In the data, extract each line that holds the string "Bruno".

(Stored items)
»»

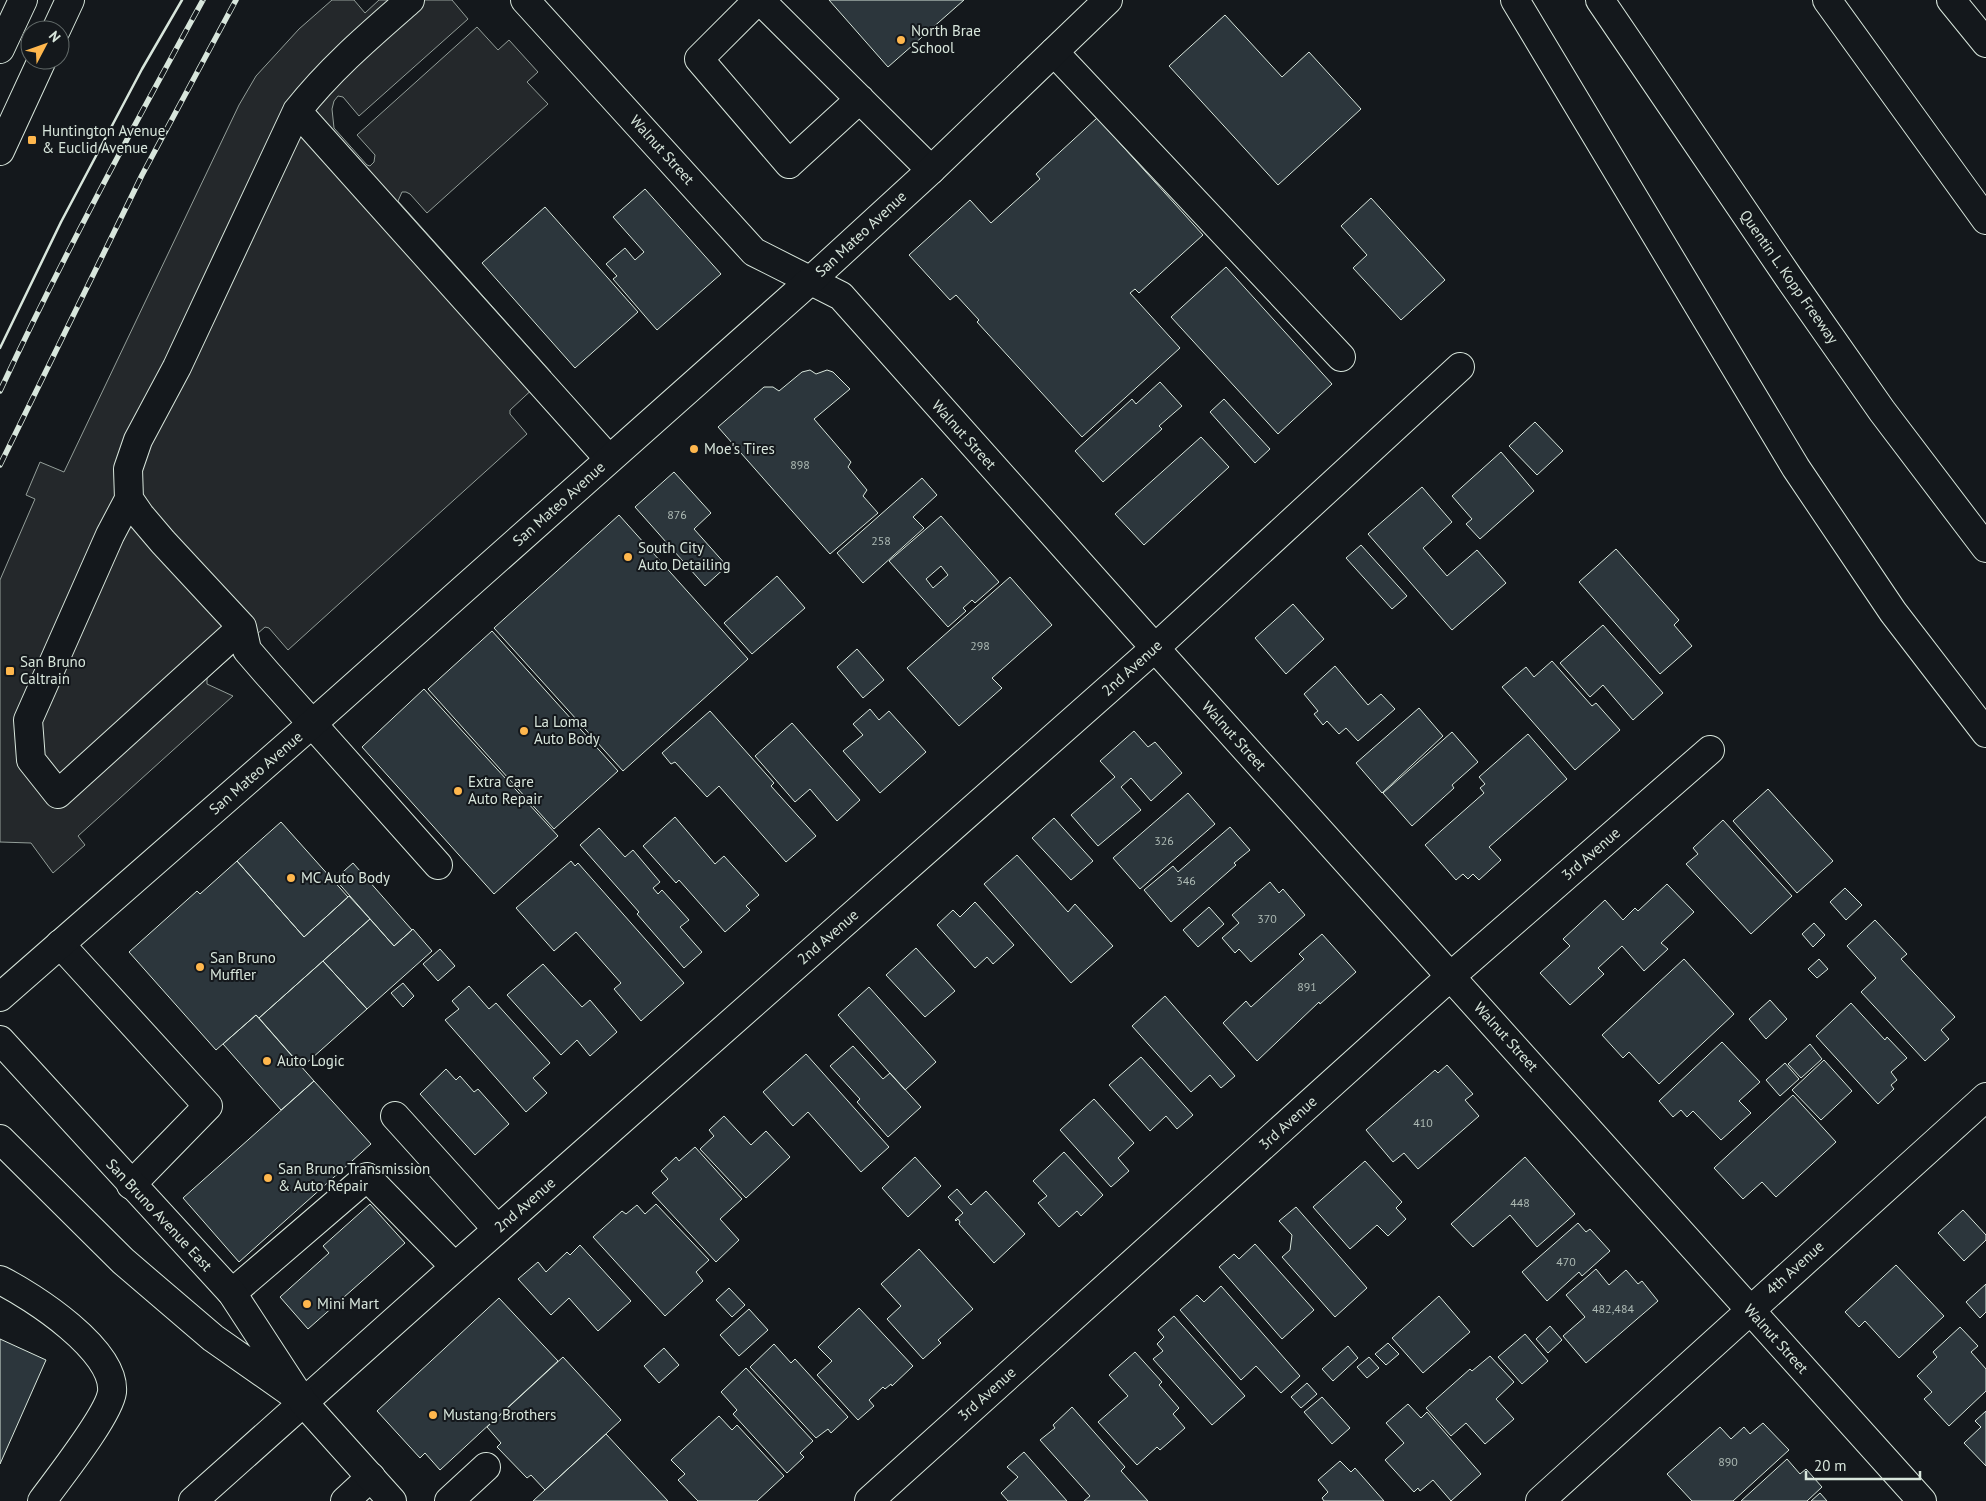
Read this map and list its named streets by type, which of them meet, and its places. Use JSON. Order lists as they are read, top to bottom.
{
  "streets": {
    "main road": [
      "Walnut Street",
      "San Mateo Avenue",
      "Quentin L. Kopp Freeway",
      "2nd Avenue",
      "3rd Avenue",
      "San Bruno Avenue East",
      "4th Avenue"
    ]
  },
  "crossings": [
    ["Walnut Street", "San Mateo Avenue"],
    ["Walnut Street", "2nd Avenue"],
    ["Walnut Street", "3rd Avenue"],
    ["Walnut Street", "4th Avenue"],
    ["2nd Avenue", "San Bruno Avenue East"]
  ],
  "places": {
    "other": [
      "North Brae School",
      "Moe's Tires",
      "South City Auto Detailing",
      "La Loma Auto Body",
      "Extra Care Auto Repair",
      "MC Auto Body",
      "San Bruno Muffler",
      "Auto Logic",
      "San Bruno Transmission & Auto Repair",
      "Mini Mart",
      "Mustang Brothers"
    ],
    "transit": ["Huntington Avenue & Euclid Avenue", "San Bruno Caltrain"]
  },
  "house_numbers": [
    "898",
    "876",
    "258",
    "298",
    "326",
    "346",
    "370",
    "891",
    "410",
    "448",
    "470",
    "482,484",
    "890"
  ],
  "scale_bar": "20 m",
  "north": "top right"
}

««

ANSWER:
      "San Bruno Avenue East",
    ["2nd Avenue", "San Bruno Avenue East"]
      "San Bruno Muffler",
      "San Bruno Transmission & Auto Repair",
    "transit": ["Huntington Avenue & Euclid Avenue", "San Bruno Caltrain"]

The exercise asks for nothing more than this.